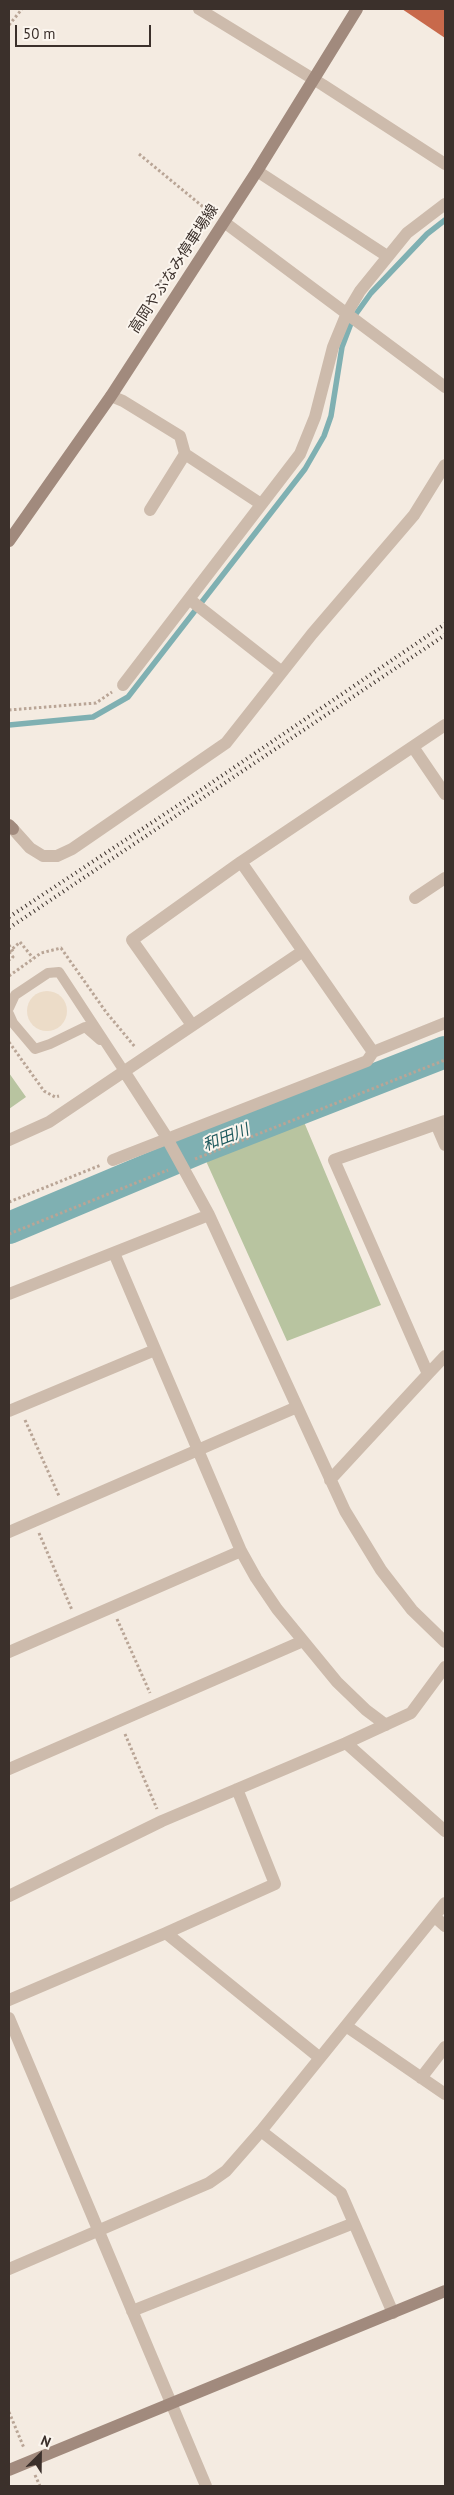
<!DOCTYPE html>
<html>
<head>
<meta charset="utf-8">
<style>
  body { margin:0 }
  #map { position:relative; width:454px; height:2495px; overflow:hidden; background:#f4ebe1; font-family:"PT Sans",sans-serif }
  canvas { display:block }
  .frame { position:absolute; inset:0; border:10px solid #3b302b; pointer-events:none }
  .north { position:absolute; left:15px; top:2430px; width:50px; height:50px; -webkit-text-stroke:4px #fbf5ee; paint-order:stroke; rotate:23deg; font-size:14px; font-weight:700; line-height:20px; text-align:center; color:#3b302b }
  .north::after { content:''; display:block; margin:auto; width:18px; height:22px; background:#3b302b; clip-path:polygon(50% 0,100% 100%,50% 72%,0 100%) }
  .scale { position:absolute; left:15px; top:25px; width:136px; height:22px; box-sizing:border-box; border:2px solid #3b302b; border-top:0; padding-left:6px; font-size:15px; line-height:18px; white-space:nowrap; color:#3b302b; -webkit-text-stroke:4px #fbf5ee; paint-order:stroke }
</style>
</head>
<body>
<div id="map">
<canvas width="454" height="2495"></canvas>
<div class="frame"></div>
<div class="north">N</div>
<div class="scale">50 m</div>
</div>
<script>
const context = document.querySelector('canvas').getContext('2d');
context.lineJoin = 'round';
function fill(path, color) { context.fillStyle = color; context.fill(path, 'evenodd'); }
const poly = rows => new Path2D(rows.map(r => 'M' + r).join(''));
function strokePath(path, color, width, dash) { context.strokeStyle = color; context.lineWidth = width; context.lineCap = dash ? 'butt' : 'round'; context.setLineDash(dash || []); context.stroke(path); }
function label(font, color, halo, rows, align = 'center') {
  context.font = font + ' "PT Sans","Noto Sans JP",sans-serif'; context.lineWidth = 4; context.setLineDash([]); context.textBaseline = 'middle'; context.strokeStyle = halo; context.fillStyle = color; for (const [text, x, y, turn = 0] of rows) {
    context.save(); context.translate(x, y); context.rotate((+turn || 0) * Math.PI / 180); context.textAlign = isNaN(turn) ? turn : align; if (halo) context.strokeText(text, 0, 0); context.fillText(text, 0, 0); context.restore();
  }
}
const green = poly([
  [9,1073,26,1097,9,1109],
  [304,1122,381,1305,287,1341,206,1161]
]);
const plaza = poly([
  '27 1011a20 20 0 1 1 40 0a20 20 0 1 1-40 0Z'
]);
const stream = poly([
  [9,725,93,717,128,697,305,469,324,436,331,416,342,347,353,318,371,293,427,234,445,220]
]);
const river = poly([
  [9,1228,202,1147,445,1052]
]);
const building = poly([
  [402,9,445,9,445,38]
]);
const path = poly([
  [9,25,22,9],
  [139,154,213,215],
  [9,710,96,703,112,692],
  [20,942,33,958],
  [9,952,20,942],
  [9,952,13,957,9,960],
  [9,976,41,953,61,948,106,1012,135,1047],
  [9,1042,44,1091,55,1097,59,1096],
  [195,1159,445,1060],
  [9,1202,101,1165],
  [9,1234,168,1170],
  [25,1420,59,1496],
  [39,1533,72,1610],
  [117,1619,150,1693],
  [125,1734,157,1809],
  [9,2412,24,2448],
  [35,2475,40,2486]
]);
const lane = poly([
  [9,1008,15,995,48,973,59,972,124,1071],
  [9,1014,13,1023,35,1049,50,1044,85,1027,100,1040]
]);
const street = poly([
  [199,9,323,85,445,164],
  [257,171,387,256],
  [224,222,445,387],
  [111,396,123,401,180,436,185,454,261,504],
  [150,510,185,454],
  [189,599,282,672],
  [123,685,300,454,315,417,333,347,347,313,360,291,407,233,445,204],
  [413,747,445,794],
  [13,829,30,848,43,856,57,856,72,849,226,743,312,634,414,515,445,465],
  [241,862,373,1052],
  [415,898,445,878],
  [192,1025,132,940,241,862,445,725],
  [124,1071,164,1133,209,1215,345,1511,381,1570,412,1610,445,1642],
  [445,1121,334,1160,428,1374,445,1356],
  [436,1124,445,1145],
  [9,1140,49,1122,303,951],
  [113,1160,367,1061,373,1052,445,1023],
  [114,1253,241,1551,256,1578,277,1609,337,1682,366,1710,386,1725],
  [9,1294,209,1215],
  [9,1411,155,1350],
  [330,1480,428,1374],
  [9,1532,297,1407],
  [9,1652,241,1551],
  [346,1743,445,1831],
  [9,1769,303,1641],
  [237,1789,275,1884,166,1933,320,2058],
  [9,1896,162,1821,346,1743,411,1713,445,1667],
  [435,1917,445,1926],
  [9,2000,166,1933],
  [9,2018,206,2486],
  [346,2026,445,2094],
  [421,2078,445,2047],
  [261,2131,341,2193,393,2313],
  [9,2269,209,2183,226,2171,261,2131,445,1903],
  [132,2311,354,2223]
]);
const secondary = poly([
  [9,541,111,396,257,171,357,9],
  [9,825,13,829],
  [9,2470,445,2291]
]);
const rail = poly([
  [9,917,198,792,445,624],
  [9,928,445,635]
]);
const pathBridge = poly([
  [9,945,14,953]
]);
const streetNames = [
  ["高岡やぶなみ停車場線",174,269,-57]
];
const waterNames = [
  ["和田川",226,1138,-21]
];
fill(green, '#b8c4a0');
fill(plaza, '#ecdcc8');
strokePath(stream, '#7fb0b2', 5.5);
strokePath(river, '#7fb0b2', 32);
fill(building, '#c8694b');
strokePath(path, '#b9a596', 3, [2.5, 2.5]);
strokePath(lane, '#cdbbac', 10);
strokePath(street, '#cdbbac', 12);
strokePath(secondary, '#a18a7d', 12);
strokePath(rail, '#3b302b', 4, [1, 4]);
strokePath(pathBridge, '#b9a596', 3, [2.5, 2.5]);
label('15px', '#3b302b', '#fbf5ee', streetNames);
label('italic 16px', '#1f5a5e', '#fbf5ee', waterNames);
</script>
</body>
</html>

════

Directions:
Would you print exactly and only the lines of the material above that run from the line with "function fill(path, color)" through the line with "context.font = font", both included?

Reply to the task:
function fill(path, color) { context.fillStyle = color; context.fill(path, 'evenodd'); }
const poly = rows => new Path2D(rows.map(r => 'M' + r).join(''));
function strokePath(path, color, width, dash) { context.strokeStyle = color; context.lineWidth = width; context.lineCap = dash ? 'butt' : 'round'; context.setLineDash(dash || []); context.stroke(path); }
function label(font, color, halo, rows, align = 'center') {
  context.font = font + ' "PT Sans","Noto Sans JP",sans-serif'; context.lineWidth = 4; context.setLineDash([]); context.textBaseline = 'middle'; context.strokeStyle = halo; context.fillStyle = color; for (const [text, x, y, turn = 0] of rows) {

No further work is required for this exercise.